Vous décrivez votre nouvel album « CRAN » comme une “fracture” nécessaire pour devenir ce que vous êtes aujourd’hui : quel a été l’élément déclencheur de cette mue artistique ?
On parle de fracture notamment avec le passage au français, qui a été le plus gros changement de ce 2ème album. Cette envie de chanter en français, de faire passer nos messages de manière plus claire et directe, sommeillait en nous depuis un bout de temps je pense. C’est d’ailleurs une question qu’on a mis sur le tapis il y a environ 3 ans quand on a commencé à réfléchir à cet album. On avait balayé le sujet rapidement, mais c’est vrai que pendant les enregistrements, alors que tout était écrit en anglais et prêt à « mettre en boite », la question s’est à nouveau posée et là, ça a été le changement de cap total.

Votre album à été produit par Fred Duquesne (Mass Hysteria). Comment a-t-il influencé le son et l’approche de cet album ?

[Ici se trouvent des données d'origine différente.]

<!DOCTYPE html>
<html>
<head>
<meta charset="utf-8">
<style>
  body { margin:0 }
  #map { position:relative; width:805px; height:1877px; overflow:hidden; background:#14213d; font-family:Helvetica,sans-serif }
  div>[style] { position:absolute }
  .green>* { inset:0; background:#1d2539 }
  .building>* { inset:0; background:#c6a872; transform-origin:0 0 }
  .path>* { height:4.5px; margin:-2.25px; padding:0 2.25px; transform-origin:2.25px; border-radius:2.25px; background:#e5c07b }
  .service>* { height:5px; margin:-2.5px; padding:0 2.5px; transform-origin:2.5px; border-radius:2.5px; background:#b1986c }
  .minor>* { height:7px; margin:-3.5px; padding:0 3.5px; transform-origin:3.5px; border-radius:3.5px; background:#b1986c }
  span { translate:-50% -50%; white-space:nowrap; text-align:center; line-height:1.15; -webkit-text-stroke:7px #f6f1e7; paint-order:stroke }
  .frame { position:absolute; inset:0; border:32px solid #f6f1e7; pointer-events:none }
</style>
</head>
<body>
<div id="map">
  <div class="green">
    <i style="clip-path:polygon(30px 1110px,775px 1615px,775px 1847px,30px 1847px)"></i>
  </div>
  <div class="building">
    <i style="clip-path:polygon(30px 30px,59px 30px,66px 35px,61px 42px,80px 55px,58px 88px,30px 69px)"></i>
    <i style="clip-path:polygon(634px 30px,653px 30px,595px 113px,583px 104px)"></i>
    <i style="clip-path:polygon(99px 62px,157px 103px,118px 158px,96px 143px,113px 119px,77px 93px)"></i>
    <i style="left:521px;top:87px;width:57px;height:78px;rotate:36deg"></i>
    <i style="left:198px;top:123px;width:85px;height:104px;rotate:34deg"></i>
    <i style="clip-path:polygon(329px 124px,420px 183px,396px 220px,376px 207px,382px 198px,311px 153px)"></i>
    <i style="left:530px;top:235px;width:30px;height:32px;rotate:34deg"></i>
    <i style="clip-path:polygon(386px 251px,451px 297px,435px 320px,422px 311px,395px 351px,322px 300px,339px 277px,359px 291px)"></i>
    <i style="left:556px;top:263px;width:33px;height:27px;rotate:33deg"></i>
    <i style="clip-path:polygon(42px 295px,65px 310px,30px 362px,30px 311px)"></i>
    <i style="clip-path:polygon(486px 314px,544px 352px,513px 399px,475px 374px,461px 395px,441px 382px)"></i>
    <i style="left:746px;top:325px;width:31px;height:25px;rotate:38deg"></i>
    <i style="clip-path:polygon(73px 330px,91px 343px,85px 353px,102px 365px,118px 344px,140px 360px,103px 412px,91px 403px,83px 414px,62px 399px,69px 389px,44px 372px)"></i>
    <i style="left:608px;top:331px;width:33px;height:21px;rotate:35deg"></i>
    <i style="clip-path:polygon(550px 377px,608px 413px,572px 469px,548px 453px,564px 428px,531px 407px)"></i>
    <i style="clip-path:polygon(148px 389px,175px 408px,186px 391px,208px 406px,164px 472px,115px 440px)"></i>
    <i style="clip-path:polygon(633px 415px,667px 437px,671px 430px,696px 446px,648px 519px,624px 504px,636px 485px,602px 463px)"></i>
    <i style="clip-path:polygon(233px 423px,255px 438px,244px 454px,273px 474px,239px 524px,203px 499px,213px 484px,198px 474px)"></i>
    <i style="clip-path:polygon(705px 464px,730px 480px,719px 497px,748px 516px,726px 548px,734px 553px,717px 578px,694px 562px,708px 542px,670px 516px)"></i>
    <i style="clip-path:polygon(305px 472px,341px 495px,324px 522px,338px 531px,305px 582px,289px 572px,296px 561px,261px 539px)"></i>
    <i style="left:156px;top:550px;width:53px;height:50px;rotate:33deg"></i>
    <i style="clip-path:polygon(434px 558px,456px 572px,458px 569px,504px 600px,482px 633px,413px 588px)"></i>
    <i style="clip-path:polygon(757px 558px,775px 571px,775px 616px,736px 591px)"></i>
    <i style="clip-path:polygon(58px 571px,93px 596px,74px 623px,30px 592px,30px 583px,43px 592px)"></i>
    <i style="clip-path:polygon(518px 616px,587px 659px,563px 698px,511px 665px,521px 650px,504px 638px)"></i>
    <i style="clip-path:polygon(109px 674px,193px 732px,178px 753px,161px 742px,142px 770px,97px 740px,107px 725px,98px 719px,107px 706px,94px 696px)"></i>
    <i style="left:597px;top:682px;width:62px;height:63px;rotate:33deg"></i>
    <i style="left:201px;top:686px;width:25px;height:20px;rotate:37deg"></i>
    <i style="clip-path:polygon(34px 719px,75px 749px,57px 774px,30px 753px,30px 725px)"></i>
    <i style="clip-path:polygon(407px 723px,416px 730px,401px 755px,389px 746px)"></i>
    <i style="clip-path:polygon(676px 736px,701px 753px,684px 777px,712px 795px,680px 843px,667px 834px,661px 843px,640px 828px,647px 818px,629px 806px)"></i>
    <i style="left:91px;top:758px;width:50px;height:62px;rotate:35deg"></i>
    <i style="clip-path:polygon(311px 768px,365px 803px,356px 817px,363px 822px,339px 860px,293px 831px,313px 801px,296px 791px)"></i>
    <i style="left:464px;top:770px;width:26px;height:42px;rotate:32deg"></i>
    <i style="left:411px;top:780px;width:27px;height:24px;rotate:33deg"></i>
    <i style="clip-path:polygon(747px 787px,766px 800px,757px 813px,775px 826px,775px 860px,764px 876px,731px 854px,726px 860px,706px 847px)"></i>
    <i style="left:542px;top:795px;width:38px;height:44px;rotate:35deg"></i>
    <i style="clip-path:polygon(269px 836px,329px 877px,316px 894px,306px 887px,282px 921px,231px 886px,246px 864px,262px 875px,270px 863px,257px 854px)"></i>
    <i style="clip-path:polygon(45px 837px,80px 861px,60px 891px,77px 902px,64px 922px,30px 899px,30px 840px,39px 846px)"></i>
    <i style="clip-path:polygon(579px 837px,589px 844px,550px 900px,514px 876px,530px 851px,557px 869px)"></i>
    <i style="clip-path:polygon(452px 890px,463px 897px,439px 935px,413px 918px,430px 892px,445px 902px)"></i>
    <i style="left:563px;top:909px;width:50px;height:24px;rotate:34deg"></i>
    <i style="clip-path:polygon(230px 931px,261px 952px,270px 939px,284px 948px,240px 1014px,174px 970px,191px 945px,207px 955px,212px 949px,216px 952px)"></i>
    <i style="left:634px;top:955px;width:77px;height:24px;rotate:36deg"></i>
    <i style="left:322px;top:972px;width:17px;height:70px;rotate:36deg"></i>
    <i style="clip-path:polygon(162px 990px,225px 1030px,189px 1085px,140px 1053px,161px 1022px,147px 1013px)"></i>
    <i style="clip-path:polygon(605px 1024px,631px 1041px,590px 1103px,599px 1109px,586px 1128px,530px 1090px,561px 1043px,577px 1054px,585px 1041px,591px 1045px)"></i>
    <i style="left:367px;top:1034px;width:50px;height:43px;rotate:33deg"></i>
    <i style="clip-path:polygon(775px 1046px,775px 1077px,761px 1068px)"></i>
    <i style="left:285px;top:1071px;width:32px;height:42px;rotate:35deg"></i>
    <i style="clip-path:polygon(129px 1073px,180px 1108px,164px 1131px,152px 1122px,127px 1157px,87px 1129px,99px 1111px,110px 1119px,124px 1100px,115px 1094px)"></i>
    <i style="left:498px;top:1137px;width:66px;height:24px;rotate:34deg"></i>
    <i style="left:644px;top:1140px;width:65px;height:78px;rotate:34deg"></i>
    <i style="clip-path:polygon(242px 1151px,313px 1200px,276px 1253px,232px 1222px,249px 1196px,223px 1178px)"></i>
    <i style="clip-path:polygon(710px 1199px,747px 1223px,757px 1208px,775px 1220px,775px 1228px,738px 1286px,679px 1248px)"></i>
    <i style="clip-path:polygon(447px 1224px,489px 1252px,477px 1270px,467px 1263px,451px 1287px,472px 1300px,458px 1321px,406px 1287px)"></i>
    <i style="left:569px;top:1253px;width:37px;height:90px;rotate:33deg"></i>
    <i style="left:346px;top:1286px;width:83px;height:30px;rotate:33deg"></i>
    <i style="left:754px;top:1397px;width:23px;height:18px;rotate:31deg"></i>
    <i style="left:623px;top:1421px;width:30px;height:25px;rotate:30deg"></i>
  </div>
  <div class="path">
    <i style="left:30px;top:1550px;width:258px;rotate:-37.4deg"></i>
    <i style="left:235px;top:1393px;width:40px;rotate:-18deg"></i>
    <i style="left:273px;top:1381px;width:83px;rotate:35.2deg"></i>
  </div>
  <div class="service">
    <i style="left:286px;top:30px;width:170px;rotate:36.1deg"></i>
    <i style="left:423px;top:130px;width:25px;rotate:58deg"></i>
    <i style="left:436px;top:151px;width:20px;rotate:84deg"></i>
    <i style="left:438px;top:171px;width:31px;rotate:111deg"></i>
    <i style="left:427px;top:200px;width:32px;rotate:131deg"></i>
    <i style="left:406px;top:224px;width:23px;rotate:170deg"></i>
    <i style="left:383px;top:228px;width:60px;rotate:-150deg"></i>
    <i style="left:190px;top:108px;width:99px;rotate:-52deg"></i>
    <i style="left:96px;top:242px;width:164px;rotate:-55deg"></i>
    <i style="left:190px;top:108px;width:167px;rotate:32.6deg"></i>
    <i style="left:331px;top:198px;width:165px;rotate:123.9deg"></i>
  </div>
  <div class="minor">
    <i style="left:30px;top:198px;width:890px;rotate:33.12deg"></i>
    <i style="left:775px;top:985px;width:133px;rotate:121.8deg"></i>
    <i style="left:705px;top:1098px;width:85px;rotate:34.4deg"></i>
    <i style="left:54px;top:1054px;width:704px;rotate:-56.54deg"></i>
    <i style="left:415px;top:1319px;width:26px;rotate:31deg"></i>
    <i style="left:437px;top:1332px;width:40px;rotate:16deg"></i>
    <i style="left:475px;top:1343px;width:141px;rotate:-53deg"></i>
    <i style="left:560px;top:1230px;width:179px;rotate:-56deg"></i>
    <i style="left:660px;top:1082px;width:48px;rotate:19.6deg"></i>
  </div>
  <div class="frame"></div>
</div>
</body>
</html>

Fred a fait un super boulot de producteur, il nous a toujours conseillé sans jamais rien imposer. Ca a été une très belle collab entre lui et nous. Il nous a fait tester beaucoup de choses notamment sur les sons des guitares, toujours en nous laissant la main sur les choix finaux. Et ce sujet du français, c’est notamment lui qui l’a remis sur le haut de la pile. Mais comme on le dit partout, je pense que Fred est venu appuyer sur un bouton qui existait déjà. Son avis nous a d’abord un peu chamboullé, mais finalement il était vraiment partagé.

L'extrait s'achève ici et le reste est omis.